Y yo todavía estoy en shock.
¿Nos vamos a casar?
¿Por qué nadie me dijo nada?
¿Por...?
"La obra, inteligente".
—Bueno, —al Ayden ver que mi capacidad cerebral bajo de cinco a tres, siguió—. Señorita McGuire... —veo como intenta recordarme mis líneas por medio de gestos.
... Y me doy cuenta de algo muy interesante. Ayden tiene unas pestañas muy largas y muy espesas. Son simplemente...
"¡Ya basta!"
—Aunque no quiera casarse conmigo, señorita —empezó de nuevo el dialogo, Ayden, intentando que recuerde mis líneas—. Debo decirle que lo tendrá que hacer.

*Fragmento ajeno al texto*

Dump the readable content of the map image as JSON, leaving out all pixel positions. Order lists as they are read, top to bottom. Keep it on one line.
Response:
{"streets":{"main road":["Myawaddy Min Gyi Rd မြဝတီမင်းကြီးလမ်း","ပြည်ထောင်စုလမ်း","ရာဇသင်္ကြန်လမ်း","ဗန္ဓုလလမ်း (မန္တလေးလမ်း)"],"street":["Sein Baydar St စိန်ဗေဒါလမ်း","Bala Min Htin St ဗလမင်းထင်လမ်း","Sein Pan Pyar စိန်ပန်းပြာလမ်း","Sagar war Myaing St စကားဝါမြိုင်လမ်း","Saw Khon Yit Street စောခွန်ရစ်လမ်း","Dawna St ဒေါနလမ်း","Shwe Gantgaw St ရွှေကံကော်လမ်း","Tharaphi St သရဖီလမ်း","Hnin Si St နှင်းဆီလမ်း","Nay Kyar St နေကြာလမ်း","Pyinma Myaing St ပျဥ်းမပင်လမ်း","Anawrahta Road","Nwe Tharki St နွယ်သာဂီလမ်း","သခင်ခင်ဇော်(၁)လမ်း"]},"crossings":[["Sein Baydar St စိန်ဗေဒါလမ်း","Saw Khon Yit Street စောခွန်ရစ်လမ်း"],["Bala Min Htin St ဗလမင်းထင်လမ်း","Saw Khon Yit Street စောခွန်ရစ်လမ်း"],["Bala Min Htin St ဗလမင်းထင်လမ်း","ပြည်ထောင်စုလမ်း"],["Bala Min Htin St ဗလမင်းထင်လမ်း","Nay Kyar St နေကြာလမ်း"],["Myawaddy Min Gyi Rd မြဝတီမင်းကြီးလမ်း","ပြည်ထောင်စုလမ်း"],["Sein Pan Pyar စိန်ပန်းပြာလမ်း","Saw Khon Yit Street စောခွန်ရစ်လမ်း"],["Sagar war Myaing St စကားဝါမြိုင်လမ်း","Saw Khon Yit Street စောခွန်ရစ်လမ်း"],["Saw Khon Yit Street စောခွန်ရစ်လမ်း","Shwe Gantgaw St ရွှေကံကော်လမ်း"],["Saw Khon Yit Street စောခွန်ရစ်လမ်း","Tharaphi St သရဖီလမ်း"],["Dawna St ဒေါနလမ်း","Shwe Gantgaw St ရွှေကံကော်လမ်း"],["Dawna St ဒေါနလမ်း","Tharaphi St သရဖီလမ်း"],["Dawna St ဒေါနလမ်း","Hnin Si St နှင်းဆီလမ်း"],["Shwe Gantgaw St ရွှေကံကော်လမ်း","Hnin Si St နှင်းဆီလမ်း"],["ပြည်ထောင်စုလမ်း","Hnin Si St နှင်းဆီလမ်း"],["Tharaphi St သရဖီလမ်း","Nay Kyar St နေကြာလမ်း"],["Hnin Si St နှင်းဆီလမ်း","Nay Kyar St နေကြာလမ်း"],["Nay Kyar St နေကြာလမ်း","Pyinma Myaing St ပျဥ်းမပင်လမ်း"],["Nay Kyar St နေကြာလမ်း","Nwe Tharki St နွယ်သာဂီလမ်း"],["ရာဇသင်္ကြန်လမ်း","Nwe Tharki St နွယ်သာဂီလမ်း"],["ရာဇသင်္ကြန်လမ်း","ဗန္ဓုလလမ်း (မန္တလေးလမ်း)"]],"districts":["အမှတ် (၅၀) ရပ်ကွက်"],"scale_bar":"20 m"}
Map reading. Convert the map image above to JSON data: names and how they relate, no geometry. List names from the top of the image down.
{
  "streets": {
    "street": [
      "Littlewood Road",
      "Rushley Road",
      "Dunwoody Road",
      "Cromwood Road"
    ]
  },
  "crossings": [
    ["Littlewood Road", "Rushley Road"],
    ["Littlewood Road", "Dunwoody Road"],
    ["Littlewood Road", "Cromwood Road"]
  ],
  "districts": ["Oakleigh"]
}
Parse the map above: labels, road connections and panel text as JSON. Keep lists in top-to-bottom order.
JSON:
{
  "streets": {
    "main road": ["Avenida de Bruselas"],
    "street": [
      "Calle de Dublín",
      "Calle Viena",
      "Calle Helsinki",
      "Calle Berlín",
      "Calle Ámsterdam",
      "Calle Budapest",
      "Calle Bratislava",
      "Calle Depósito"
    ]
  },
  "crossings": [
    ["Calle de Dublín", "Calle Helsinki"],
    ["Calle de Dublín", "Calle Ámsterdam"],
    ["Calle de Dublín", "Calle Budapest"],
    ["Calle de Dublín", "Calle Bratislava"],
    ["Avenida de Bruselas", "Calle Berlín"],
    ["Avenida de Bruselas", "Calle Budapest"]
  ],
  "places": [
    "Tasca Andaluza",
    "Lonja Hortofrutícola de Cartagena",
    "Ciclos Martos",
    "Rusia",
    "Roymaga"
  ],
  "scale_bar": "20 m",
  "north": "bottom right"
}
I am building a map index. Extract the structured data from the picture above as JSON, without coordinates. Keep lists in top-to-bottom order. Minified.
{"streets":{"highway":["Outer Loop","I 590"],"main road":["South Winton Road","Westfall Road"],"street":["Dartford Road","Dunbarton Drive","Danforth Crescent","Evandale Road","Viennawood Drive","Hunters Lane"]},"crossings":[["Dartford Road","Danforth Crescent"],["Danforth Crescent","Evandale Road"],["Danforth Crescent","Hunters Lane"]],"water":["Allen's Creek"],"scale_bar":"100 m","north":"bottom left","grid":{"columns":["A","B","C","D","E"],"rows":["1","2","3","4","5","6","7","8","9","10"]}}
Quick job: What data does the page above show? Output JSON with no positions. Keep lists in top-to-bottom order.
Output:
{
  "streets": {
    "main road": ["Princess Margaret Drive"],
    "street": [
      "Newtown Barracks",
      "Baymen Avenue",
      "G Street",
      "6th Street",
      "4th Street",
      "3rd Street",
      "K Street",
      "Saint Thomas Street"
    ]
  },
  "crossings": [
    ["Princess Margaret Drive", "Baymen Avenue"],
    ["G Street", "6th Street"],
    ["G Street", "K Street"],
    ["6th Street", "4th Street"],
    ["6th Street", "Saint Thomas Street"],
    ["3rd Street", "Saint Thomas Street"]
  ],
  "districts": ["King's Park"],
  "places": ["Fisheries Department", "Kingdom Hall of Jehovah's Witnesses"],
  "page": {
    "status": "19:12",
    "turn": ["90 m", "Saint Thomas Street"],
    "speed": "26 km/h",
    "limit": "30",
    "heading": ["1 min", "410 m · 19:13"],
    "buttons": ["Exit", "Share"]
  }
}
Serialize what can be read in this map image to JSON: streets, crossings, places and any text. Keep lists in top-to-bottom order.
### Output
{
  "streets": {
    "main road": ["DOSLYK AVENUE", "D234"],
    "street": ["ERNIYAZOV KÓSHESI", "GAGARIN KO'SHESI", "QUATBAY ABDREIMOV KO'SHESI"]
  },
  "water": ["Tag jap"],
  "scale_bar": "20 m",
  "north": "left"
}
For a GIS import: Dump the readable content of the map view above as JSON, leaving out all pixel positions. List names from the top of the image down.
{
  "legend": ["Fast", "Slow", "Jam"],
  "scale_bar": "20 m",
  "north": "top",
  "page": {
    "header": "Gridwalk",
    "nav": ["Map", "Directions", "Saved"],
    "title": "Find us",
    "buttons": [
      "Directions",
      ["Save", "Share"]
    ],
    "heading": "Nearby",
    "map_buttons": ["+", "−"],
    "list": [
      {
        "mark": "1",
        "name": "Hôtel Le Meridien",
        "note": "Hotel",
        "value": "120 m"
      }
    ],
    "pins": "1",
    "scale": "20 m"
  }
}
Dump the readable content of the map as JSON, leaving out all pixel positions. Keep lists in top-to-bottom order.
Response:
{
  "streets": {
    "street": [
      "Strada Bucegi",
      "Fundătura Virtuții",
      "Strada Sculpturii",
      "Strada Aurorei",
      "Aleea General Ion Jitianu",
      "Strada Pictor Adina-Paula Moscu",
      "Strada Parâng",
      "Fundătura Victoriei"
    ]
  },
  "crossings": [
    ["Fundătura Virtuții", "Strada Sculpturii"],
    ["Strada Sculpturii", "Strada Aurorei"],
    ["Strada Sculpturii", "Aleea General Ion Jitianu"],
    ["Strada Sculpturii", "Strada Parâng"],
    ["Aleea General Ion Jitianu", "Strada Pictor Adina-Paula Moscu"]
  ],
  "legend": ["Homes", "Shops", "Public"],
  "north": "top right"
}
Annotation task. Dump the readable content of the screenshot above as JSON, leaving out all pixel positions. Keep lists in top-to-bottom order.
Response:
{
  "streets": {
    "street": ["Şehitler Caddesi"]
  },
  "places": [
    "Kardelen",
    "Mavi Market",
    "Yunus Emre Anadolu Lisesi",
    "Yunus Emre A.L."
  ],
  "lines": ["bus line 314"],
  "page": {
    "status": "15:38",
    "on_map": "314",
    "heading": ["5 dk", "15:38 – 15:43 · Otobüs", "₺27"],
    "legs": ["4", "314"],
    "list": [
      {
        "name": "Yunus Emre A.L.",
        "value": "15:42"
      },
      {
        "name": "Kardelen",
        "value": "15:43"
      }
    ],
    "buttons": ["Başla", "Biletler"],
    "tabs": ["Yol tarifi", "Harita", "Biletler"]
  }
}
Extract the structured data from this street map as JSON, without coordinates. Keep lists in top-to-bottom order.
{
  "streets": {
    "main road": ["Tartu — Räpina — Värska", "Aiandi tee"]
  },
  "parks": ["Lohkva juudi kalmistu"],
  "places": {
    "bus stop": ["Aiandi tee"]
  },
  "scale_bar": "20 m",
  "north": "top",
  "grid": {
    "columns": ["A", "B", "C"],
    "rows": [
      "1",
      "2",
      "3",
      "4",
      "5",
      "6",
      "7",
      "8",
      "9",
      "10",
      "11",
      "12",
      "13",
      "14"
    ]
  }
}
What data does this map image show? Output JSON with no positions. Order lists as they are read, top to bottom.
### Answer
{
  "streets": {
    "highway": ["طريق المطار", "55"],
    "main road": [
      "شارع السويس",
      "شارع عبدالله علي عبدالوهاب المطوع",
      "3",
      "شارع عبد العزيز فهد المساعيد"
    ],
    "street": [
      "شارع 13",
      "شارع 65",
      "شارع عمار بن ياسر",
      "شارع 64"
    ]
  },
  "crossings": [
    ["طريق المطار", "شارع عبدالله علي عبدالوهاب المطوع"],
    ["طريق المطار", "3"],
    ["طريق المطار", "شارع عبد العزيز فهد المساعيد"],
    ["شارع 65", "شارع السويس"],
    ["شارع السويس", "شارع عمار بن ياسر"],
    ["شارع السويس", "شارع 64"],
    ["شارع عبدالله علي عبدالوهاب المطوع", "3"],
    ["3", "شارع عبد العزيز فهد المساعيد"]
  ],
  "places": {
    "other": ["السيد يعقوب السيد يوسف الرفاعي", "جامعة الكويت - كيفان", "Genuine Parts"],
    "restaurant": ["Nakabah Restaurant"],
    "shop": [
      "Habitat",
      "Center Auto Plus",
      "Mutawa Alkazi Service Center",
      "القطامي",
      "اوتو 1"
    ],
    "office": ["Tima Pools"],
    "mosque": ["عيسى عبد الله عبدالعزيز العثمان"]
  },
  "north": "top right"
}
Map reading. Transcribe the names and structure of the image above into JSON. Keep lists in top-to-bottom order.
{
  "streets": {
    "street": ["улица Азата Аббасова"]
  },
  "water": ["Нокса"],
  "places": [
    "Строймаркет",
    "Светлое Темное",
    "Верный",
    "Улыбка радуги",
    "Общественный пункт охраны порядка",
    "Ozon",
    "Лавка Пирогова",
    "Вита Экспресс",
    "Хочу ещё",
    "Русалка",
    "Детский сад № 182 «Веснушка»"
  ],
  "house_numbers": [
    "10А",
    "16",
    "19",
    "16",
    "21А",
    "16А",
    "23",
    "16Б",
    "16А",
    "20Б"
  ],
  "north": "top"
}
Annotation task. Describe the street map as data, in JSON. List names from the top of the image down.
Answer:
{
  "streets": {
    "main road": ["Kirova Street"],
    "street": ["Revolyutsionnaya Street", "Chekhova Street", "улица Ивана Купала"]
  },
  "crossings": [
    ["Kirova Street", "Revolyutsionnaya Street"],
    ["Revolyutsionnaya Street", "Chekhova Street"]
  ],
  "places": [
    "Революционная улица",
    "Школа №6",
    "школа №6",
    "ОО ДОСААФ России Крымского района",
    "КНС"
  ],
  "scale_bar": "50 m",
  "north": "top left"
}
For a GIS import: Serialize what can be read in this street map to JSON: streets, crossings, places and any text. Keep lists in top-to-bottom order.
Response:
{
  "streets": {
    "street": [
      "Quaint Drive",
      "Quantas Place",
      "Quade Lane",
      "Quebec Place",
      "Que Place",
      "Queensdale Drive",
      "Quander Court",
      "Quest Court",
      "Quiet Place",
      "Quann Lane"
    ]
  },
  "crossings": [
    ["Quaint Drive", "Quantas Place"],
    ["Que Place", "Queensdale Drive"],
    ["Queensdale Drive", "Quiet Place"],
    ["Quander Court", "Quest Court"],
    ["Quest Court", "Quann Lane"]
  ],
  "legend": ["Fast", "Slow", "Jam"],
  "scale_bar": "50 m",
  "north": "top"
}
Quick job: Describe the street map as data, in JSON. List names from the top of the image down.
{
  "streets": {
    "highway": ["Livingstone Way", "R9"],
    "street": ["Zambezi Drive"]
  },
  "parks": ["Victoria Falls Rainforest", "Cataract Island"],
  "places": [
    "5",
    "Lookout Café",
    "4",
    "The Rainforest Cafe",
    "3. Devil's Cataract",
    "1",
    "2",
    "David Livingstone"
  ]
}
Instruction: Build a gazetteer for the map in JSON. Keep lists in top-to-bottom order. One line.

—¿Enserio? —pregunté. Sentí todos los ojos en mi—. Digo, si... —alargué la "i".
Genial. Si no reprobaba esta materia iba a darme cuenta de que el maestro de literatura si es tan tonto como para pasarle el año a todos, como dicen.
Volviendo a la obra, todos los personajes no dejaban de inventar líneas, mientras yo me quedo en medio del escenario, estática.
"Que lindo le queda ese traje".
—¿Y? —pregunta Ayden, esperando mi respuesta, notablemente confundido por mi actitud—. ¿Que dice señorita Lizzyie?
Lo miré extrañada.
—¿Quién es Lizzyie? —luego miro alrededor y suelto muy alto «Ahh...», como para que llegue al cerebro—. Ahh... Yo soy Lizzyie y tú eres mi prometido, Sir. Ángel.
Oigo la risa de Graciela (que hace el papel de mi hermanastra), detrás de mí. Ayden asiente, tragándose las ganas de reírse.
Más tarde tendría una linda platica con él.
—¿Entonces? —dice "mi madre"—. ¿Si o no?
—Si —digo con firmeza.
¿Qué puede salir mal a estas alturas?
Pero al parecer aún todas las cosas pueden salir mal y me doy cuenta de eso cuando los ojos azules grisáceos de Ayden se abren de golpe.
—¿Enserio?
Oigo la expresión de asombro ahogada de todo el público.
Entonces recuerdo esas líneas...
"... Y un beso de verdadero amor selló el matrimonio de dos almas vivaces y dispuestas a querer..."
OH.
POR.
DIOS.
¿¡Pero qué acabo de hacer!?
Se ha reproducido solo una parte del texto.